Should sex educators teach kids about pleasure?

Abstinence-based sex ed has failed, argue some parents. It's high time we started being far more honest about the birds and the bees

A more traditional sex ed classroom in 1948: Some teachers today are revolutionizing the birds and the bees talk for their students.
(Image credit: CORBIS)

The cover story in Sunday's New York Times Magazine profiles a Pennsylvania sex-ed teacher who has abandoned the usual "sex is dangerous, don't do it, but if you must, use a condom approach." Instead, Al Vernacchio aims for candor, telling tells his ninth- and 12th-graders that sex can be pleasurable. For homework, he has even asked students to interview their parents about how they learned about sex. Meanwhile, a University of Massachusetts professor is making news with a study comparing American and Dutch teens. The Netherlands has one of the lowest rates of teen pregnancy in the world, and parents there tend to have more open attitudes about teen sexuality. Is it time the U.S. stopped focusing so much on abstinence?

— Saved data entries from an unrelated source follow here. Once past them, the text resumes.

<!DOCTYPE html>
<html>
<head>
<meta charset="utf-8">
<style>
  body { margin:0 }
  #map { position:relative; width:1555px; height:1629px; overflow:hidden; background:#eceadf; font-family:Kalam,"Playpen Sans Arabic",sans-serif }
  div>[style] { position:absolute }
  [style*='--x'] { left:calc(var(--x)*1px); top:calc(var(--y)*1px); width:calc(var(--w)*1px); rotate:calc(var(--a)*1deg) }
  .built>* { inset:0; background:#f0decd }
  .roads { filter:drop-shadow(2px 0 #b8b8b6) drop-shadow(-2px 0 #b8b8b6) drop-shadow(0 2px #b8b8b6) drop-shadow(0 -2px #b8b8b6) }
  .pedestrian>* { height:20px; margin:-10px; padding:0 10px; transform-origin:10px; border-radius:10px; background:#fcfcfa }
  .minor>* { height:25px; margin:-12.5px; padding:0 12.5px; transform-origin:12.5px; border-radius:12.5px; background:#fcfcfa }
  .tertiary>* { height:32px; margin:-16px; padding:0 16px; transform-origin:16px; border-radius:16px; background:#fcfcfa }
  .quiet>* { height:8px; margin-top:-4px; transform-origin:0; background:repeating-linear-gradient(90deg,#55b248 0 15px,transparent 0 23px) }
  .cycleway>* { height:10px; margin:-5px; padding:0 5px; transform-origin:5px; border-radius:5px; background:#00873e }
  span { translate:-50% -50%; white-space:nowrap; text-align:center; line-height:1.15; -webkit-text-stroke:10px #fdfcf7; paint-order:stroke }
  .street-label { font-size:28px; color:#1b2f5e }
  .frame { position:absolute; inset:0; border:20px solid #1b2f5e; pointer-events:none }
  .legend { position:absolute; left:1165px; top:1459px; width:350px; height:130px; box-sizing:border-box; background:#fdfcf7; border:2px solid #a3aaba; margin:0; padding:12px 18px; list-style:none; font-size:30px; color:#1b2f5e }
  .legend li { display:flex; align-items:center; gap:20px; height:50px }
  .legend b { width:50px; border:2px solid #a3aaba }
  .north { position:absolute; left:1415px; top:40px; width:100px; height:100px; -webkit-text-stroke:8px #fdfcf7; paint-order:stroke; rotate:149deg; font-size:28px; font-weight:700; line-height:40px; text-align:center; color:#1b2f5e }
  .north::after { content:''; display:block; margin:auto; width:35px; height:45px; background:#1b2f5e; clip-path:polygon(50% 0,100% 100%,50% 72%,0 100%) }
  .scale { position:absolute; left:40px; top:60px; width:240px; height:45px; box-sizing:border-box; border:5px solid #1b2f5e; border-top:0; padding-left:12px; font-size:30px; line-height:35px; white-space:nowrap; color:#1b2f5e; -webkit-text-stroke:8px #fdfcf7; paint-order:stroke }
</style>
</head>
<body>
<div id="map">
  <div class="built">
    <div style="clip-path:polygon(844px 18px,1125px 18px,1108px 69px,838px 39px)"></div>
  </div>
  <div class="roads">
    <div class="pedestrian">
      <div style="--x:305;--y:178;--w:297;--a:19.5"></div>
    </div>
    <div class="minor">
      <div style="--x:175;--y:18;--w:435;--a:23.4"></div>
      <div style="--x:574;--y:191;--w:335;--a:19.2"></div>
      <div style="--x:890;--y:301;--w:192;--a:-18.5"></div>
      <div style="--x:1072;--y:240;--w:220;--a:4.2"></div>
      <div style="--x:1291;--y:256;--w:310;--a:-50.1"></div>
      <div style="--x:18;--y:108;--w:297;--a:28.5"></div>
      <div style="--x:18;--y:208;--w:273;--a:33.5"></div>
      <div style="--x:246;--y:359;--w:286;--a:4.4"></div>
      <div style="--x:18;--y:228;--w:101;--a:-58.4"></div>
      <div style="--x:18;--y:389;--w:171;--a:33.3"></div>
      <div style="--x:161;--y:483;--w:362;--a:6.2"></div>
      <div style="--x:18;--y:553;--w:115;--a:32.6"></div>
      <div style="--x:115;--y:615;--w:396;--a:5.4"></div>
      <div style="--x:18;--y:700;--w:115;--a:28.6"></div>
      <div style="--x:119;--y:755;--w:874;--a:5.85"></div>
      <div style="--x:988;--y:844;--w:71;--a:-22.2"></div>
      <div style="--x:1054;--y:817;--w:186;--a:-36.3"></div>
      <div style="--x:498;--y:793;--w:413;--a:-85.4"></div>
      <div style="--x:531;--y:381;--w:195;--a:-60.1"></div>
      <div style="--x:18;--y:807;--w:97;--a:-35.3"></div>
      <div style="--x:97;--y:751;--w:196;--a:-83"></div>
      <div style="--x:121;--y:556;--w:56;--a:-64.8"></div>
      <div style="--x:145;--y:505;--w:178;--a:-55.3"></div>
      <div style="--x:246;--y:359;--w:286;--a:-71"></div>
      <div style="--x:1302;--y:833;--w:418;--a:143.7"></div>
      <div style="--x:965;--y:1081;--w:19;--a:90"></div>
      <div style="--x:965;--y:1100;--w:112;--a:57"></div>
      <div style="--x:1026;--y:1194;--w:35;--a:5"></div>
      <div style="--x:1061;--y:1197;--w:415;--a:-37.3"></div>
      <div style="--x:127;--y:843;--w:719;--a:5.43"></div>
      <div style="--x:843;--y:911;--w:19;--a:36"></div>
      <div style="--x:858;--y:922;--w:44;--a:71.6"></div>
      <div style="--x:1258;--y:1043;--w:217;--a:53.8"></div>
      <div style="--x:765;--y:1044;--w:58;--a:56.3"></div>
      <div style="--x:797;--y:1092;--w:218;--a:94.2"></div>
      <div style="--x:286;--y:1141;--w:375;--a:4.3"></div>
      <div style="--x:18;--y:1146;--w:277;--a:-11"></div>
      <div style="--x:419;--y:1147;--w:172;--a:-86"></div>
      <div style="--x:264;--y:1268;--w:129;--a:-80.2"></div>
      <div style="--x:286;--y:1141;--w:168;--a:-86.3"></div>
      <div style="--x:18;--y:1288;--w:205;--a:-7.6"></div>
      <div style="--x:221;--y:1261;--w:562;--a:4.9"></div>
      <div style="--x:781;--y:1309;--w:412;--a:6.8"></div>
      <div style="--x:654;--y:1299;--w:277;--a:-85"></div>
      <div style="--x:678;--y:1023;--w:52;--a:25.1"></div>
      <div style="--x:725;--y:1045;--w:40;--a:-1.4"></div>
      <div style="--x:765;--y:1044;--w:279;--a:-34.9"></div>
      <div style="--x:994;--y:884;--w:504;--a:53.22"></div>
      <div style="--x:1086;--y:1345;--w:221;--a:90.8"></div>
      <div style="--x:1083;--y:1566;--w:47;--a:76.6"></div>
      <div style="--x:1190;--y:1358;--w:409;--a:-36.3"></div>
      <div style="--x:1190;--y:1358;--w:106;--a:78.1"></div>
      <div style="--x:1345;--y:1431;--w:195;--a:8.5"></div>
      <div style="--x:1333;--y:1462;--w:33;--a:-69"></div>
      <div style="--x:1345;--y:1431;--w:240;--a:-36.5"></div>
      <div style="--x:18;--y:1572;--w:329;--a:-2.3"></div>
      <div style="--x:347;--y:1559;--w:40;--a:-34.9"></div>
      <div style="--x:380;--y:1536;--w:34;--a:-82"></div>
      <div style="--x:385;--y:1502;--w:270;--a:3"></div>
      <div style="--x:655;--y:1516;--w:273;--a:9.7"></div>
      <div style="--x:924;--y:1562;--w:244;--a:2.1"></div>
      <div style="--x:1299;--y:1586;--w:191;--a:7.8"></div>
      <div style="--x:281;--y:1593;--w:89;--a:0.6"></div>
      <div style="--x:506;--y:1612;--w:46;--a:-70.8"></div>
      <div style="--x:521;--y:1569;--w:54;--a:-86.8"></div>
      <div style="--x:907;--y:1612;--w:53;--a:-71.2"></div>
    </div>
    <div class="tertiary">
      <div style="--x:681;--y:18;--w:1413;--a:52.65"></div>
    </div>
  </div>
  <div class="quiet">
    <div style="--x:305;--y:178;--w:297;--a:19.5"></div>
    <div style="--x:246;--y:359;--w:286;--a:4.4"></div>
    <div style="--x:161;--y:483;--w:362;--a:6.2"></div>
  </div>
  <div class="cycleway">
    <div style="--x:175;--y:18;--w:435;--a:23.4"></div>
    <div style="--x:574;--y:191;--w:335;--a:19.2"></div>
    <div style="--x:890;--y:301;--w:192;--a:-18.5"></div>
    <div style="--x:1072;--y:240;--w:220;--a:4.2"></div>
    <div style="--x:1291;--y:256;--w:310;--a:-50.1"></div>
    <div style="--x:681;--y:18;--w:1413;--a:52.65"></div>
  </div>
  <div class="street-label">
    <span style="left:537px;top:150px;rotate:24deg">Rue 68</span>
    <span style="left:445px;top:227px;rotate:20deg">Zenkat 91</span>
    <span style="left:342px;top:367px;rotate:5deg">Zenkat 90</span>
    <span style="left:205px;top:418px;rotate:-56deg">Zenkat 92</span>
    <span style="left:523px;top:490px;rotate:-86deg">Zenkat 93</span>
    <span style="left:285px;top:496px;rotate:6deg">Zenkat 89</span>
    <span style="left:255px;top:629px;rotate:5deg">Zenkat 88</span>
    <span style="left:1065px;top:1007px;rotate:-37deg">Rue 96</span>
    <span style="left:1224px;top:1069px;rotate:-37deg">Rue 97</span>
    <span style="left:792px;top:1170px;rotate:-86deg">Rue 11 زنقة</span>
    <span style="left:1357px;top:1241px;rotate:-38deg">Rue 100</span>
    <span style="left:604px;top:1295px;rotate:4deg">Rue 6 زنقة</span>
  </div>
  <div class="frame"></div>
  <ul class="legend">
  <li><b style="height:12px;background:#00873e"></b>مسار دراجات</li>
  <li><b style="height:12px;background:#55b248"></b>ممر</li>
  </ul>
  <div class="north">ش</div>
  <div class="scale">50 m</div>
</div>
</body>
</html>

Focusing on abstinence is still best: "It's appalling" and "incredibly sad that these young people, with the connivance of parents, apparently, are being schooled in a sexual repertoire and vocabulary that would not be out of place in a brothel or on a porn set," says Carolyn Moynihan at MercatorNet.com. These misguided educators are showing kids pictures of genitalia, supposedly to help "desensitize" them. But what kids need is a "strong message" that they should wait until after high school for sex — or better yet, until marriage.